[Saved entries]

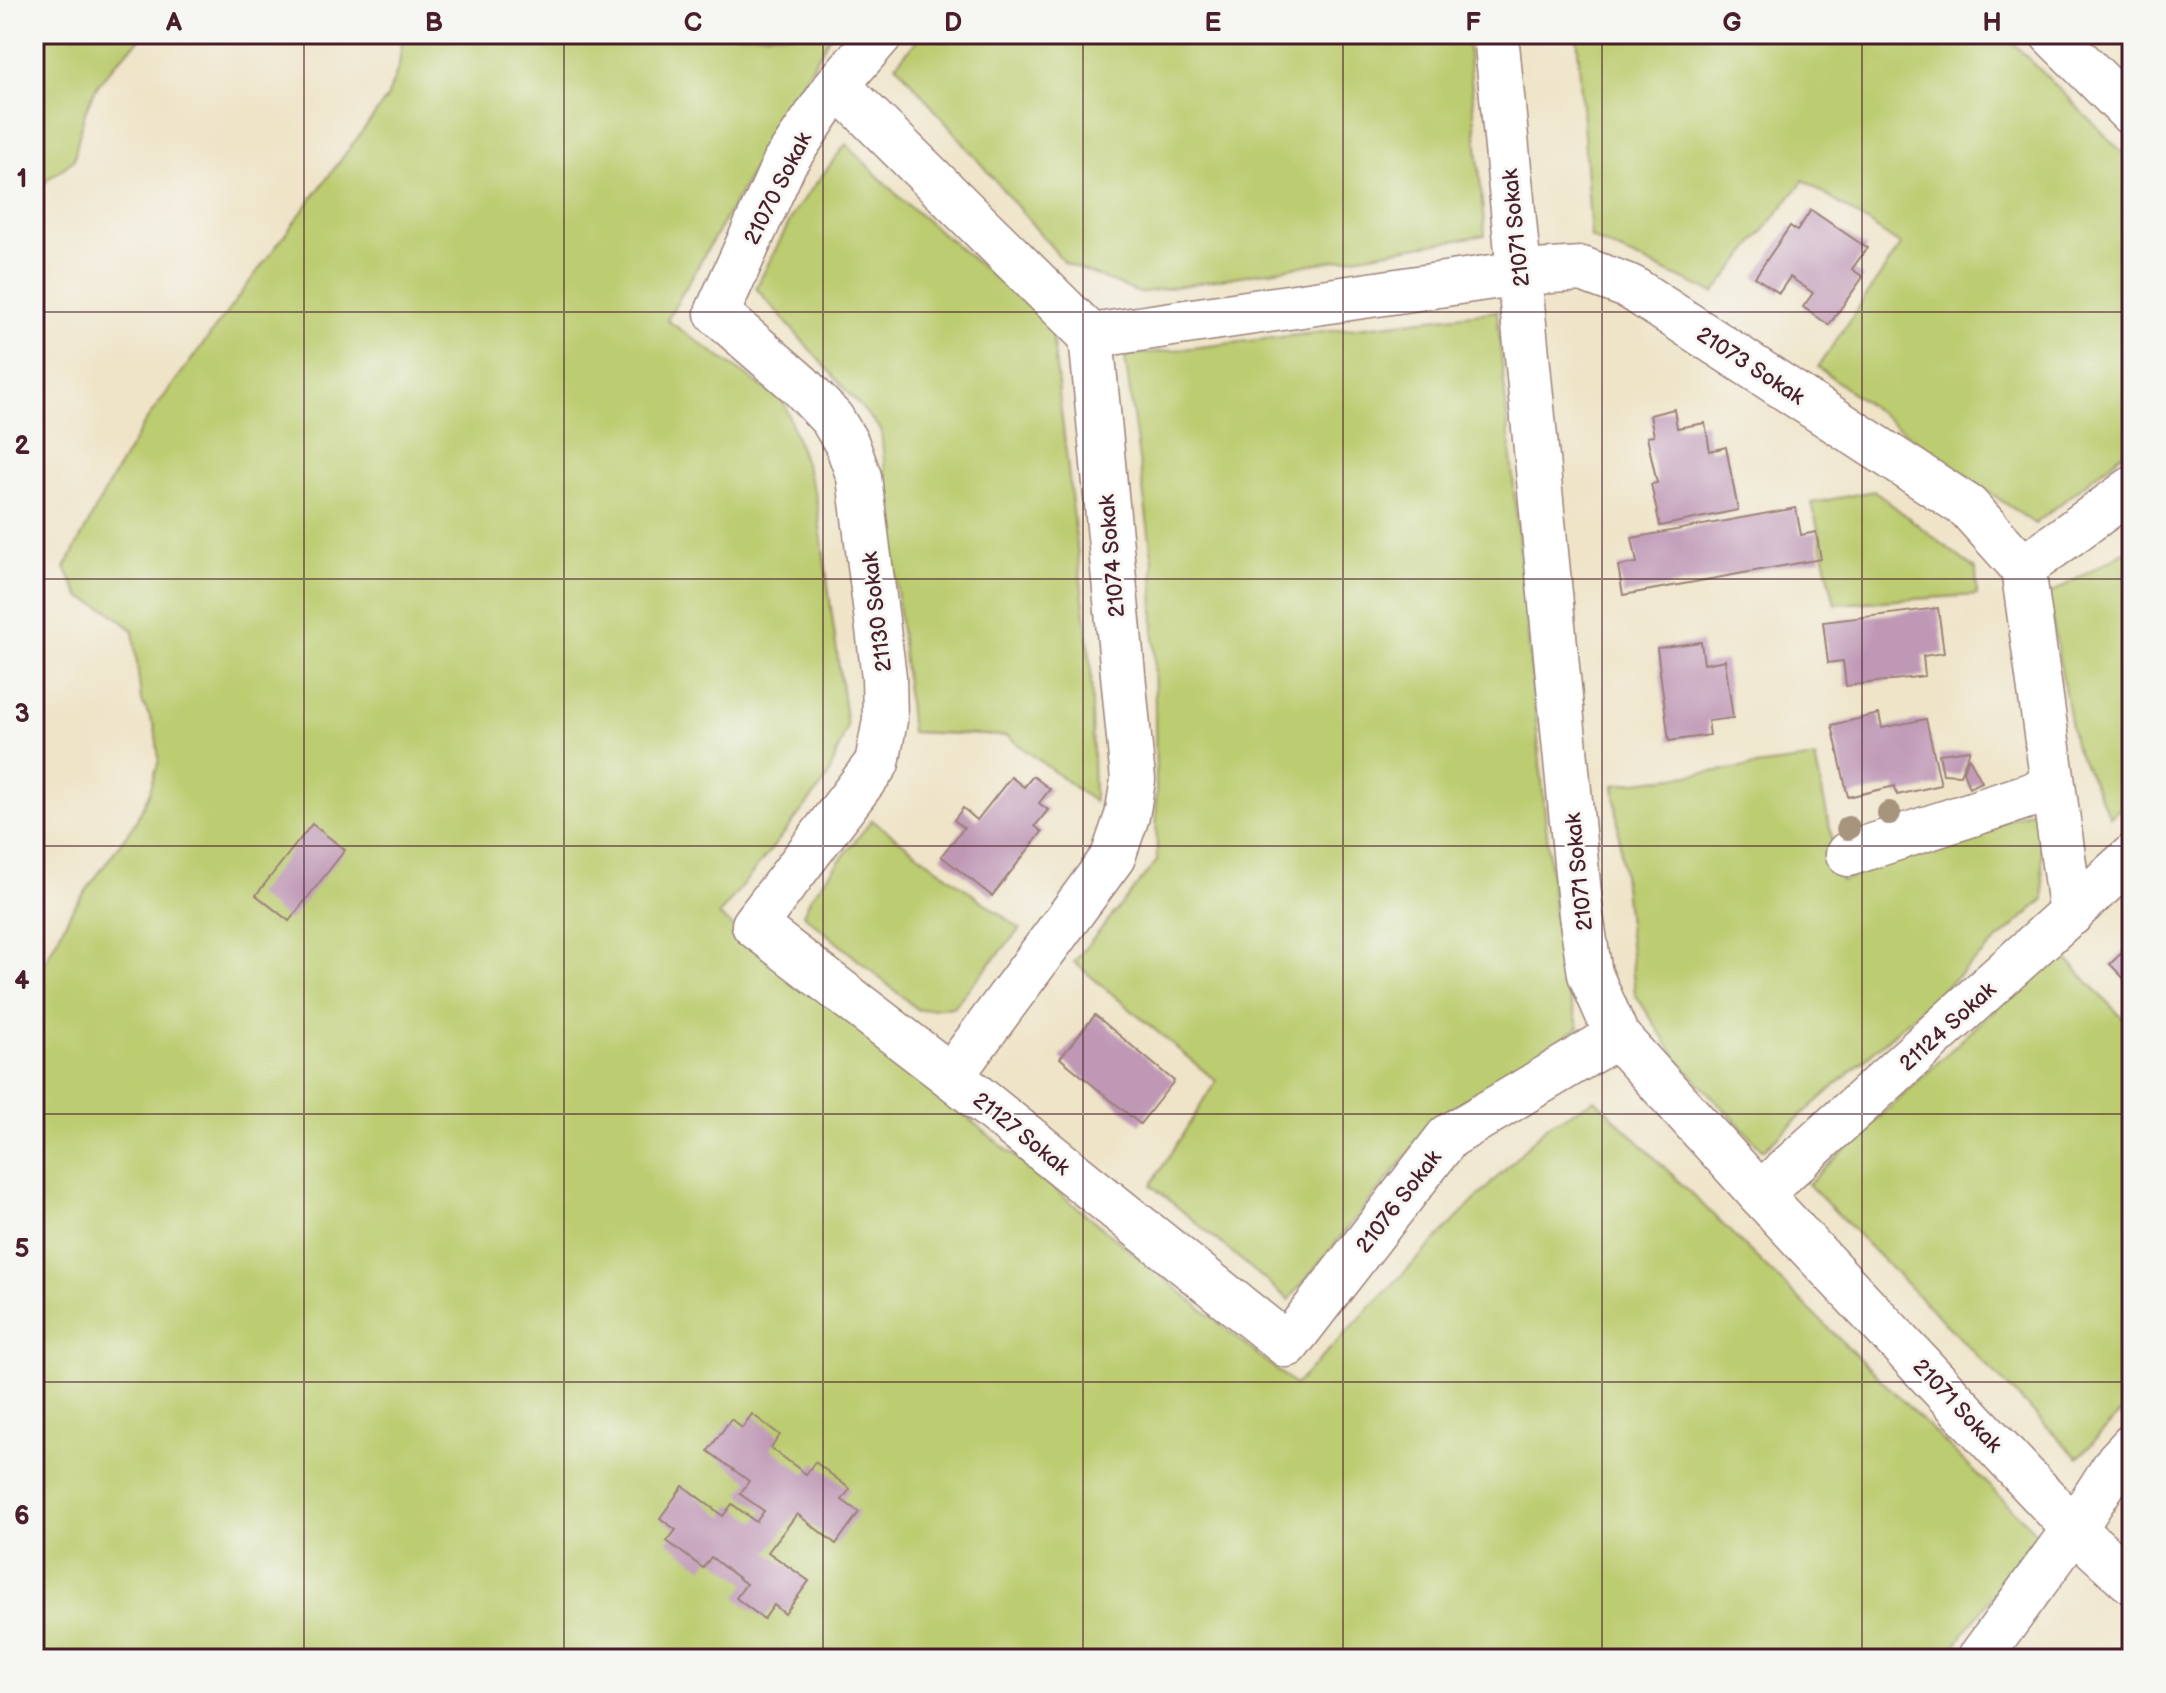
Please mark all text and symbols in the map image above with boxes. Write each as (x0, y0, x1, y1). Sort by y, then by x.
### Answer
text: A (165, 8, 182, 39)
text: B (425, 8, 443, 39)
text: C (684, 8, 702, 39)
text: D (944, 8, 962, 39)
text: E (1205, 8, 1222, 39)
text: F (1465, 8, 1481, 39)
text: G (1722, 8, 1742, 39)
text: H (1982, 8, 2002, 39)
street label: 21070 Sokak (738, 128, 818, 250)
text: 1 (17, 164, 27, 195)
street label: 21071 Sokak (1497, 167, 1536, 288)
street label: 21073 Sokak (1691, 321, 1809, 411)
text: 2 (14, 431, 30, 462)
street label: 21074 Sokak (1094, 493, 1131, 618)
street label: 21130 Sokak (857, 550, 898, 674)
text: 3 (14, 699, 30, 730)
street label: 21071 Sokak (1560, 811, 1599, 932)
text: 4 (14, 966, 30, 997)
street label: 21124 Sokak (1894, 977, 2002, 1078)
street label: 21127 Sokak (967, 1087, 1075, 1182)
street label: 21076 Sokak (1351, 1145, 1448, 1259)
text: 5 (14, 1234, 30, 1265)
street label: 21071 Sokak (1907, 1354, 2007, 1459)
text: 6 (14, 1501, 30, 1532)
==
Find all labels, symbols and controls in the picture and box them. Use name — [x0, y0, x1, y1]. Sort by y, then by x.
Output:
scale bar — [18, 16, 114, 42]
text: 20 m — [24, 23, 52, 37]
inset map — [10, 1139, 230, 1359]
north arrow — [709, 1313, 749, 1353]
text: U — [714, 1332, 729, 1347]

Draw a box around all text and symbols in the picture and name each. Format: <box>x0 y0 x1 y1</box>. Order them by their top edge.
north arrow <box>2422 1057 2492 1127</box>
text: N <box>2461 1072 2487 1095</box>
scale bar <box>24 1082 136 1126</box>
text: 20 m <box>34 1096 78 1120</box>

## What is expected
All that is wanted is the number of lines in the records that include the string "Sort".

## Expected answer
2